INFORMATION GIVEN:
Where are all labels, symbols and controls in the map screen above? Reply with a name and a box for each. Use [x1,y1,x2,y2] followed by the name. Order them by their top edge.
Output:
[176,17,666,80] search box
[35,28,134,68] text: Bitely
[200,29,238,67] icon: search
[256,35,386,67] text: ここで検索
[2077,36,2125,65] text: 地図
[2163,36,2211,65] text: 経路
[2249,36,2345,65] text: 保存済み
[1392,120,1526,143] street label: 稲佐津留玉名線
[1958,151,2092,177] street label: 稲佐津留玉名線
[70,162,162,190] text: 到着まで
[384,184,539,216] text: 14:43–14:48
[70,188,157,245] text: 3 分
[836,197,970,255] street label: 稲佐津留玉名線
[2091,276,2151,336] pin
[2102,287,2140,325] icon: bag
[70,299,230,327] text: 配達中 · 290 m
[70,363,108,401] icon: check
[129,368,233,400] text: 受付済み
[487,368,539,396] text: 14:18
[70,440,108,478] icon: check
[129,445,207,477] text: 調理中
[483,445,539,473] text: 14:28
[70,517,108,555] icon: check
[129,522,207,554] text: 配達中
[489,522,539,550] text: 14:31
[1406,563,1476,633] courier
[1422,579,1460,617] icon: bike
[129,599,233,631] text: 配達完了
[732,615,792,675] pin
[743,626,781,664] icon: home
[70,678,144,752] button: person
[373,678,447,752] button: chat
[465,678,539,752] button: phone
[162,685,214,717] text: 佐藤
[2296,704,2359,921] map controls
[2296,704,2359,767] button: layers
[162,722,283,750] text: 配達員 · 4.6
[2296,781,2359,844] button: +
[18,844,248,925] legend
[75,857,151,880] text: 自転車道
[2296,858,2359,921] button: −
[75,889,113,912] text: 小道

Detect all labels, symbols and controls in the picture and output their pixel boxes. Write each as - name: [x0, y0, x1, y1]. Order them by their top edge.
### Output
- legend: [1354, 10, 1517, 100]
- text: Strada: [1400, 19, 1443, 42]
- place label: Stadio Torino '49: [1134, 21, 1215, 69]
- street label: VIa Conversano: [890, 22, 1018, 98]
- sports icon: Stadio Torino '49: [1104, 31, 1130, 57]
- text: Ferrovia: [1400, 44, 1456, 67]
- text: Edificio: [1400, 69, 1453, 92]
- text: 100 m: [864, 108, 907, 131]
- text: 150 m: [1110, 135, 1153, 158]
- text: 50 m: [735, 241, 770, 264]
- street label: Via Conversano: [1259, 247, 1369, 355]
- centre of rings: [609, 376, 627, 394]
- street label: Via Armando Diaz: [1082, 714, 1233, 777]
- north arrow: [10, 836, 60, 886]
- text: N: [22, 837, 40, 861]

PROBLEM DESCRIPTION:
Transcribe exactly, and only, the lines from the one with "Detect all labels, symbols" through the last line of the data.

SOLUTION FOR THIS EXERCISE:
Detect all labels, symbols and controls in the picture and output their pixel boxes. Write each as - name: [x0, y0, x1, y1]. Order them by their top edge.
### Output
- legend: [1354, 10, 1517, 100]
- text: Strada: [1400, 19, 1443, 42]
- place label: Stadio Torino '49: [1134, 21, 1215, 69]
- street label: VIa Conversano: [890, 22, 1018, 98]
- sports icon: Stadio Torino '49: [1104, 31, 1130, 57]
- text: Ferrovia: [1400, 44, 1456, 67]
- text: Edificio: [1400, 69, 1453, 92]
- text: 100 m: [864, 108, 907, 131]
- text: 150 m: [1110, 135, 1153, 158]
- text: 50 m: [735, 241, 770, 264]
- street label: Via Conversano: [1259, 247, 1369, 355]
- centre of rings: [609, 376, 627, 394]
- street label: Via Armando Diaz: [1082, 714, 1233, 777]
- north arrow: [10, 836, 60, 886]
- text: N: [22, 837, 40, 861]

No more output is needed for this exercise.